A constant string would be const NSString* name = #"John"; which is equivalent to NSString const* name= #"John";. Here, both syntax and programmer intention are wrong: const <object> is ignored, and the NSString instance (NSConstantString) was already immutable.
1 The keyword const applies applies to whatever is immediately to its left. If there is nothing to its left, it applies to whatever is immediately to its right.
2 This is the function that the runtime uses to send all messages in Objective-C, and therefore what you can use to change the state of an object.
3 Example: in const NSMutableArray *array = [NSMutableArray new]; [array removeAllObjects]; const doesn't prevent the last statement.
4 The LLVM code that rewrites the expression is RewriteModernObjC::RewriteObjCStringLiteral in RewriteModernObjC.cpp.

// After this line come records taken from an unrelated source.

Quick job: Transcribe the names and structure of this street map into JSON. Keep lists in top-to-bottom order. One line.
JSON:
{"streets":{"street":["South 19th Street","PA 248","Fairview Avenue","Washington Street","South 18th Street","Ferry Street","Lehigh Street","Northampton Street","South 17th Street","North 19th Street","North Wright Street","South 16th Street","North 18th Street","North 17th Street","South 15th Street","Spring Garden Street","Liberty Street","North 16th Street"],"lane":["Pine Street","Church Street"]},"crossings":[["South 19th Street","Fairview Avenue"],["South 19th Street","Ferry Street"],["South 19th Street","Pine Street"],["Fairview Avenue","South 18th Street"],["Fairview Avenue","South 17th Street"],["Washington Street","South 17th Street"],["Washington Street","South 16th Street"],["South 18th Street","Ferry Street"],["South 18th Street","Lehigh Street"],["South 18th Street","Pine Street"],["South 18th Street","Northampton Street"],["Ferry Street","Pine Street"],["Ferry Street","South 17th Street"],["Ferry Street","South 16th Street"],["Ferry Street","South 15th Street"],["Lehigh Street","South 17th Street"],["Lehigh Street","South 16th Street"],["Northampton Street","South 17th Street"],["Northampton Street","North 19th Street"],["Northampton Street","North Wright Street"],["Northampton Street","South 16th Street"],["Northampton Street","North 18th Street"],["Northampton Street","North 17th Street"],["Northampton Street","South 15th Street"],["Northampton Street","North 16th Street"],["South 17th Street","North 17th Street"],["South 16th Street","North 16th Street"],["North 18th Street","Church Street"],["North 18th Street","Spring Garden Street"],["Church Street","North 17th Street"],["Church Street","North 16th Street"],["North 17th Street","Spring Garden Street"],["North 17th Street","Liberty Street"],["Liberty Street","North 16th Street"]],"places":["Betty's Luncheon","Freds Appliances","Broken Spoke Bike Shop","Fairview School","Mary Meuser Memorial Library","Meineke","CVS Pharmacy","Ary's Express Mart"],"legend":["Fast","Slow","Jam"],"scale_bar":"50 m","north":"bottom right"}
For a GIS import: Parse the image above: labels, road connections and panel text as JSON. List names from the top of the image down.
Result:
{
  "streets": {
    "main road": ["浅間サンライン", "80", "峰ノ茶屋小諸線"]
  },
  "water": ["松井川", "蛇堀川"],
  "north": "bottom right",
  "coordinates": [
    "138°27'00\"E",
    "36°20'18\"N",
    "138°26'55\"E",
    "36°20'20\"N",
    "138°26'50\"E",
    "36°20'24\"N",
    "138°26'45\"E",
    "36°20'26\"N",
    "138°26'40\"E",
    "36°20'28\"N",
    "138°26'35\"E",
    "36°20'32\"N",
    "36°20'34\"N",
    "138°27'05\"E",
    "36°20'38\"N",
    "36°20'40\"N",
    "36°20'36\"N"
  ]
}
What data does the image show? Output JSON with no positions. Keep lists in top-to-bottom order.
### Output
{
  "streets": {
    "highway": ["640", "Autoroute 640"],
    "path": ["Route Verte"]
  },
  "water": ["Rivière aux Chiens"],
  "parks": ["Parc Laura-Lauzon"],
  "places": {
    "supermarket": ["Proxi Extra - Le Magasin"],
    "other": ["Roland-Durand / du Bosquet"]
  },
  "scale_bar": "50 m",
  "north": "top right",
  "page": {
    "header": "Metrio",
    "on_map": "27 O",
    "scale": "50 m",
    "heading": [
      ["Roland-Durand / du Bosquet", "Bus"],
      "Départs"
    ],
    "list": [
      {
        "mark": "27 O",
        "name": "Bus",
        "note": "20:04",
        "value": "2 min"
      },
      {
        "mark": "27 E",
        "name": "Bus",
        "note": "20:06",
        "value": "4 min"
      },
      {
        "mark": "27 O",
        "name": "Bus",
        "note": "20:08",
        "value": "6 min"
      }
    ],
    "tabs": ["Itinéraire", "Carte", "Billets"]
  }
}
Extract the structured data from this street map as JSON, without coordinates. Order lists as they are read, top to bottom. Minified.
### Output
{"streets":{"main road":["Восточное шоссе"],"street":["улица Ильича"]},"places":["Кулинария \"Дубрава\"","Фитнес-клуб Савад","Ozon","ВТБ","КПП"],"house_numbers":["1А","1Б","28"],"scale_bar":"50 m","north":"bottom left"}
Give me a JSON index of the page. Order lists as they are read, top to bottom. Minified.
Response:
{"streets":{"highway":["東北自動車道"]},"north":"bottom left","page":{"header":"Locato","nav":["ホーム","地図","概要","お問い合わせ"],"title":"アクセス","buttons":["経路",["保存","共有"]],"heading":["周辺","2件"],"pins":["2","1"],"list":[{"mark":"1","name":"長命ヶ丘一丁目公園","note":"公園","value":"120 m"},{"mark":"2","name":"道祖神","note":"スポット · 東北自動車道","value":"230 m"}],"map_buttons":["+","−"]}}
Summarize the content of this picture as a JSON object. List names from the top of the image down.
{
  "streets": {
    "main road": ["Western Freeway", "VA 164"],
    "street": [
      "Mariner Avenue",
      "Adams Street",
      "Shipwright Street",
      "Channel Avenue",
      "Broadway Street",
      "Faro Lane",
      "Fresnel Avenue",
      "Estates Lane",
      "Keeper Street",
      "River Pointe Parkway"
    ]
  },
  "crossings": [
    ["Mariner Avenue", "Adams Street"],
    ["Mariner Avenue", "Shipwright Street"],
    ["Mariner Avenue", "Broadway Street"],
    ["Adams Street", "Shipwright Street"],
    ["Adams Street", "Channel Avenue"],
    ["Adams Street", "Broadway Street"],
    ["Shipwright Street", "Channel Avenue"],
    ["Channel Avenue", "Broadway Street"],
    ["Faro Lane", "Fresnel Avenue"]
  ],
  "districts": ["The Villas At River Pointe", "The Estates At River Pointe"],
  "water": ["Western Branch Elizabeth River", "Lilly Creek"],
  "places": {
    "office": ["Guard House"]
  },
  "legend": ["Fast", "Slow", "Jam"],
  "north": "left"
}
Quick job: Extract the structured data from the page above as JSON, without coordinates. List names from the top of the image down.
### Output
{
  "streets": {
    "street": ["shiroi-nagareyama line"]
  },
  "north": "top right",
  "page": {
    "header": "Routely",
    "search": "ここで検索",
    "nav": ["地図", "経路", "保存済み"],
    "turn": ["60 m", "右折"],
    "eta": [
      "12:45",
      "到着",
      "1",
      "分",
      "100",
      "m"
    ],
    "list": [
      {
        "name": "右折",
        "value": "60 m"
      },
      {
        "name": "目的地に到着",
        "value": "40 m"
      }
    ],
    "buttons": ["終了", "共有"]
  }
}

5 To see the NSConstantString definition, cmd+click it in Xcode.
6 Creating compile time constants for other classes would be easy but it would require the compiler to use a specialized subclass. This would break compatibility with older Objective-C versions.
Back to your quote
The Cocoa frameworks expect that global string constants rather than
string literals are used for dictionary keys, notification and
exception names, and some method parameters that take strings. You
should always prefer string constants over string literals when you
have a choice. By using string constants, you enlist the help of the
compiler to check your spelling and thus avoid runtime errors.
It says that literals are error prone. But it doesn't say that they are also slower. Compare:
// string literal
[dic objectForKey:#"a"];
// string constant
NSString *const a = #"a";
[dic objectForKey:a];
In the second case I'm using keys with const pointers, so instead [a isEqualToString:b], I can do (a==b). The implementation of isEqualToString: compares the hash and then runs the C function strcmp, so it is slower than comparing the pointers directly. Which is why constant strings are better: they are faster to compare and less prone to errors.
If you also want your constant string to be global, do it like this:
// header
extern NSString *const name;
// implementation
NSString *const name = #"john";
Let's use C++, since my Objective C is totally non-existent.
If you stash a string into a constant variable:
const std::string mystring = "my string";
Now when you call methods, you use my_string, you're using a string constant:
someMethod(mystring);
Or, you can call those methods with the string literal directly:
someMethod("my string");
The reason, presumably, that they encourage you to use string constants is because Objective C doesn't do "interning"; that is, when you use the same string literal in several places, it's actually a different pointer pointing to a separate copy of the string.
For dictionary keys, this makes a huge difference, because if I can see the two pointers are pointing to the same thing, that's much cheaper than having to do a whole string comparison to make sure the strings have equal value.
Edit: Mike, in C# strings are immutable, and literal strings with identical values all end pointing at the same string value. I imagine that's true for other languages as well that have immutable strings. In Ruby, which has mutable strings, they offer a new data-type: symbols ("foo" vs. :foo, where the former is a mutable string, and the latter is an immutable identifier often used for Hash keys).